Locate the line that contains "Find all labels, symbols" in the entries below. Retype it and all following lines through the final one, character for character.

Top of INPUT DATA

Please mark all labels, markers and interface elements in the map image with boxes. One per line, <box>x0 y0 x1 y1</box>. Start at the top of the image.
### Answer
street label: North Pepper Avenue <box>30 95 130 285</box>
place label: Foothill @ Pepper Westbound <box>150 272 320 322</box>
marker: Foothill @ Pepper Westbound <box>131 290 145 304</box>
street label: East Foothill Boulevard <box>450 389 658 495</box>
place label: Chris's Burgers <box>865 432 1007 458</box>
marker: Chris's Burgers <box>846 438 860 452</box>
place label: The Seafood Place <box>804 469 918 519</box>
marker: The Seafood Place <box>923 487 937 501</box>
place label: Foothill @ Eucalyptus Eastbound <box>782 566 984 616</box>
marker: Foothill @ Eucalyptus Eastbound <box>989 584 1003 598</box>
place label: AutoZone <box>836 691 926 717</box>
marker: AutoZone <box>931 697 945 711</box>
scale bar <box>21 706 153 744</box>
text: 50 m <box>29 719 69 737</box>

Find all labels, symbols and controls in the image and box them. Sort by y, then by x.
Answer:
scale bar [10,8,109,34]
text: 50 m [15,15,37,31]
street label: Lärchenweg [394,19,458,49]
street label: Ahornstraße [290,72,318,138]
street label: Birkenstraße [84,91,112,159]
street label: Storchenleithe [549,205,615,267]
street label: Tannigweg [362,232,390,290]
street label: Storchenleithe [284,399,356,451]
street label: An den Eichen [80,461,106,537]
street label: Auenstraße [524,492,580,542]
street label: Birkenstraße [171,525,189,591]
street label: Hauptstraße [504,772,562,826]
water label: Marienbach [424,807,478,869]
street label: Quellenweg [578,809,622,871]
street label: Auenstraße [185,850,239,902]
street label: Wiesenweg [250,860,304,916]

Bottom of INPUT DATA

RESULT OF THE EXERCISE:
Find all labels, symbols and controls in the image and box them. Sort by y, then by x.
Answer:
scale bar [10,8,109,34]
text: 50 m [15,15,37,31]
street label: Lärchenweg [394,19,458,49]
street label: Ahornstraße [290,72,318,138]
street label: Birkenstraße [84,91,112,159]
street label: Storchenleithe [549,205,615,267]
street label: Tannigweg [362,232,390,290]
street label: Storchenleithe [284,399,356,451]
street label: An den Eichen [80,461,106,537]
street label: Auenstraße [524,492,580,542]
street label: Birkenstraße [171,525,189,591]
street label: Hauptstraße [504,772,562,826]
water label: Marienbach [424,807,478,869]
street label: Quellenweg [578,809,622,871]
street label: Auenstraße [185,850,239,902]
street label: Wiesenweg [250,860,304,916]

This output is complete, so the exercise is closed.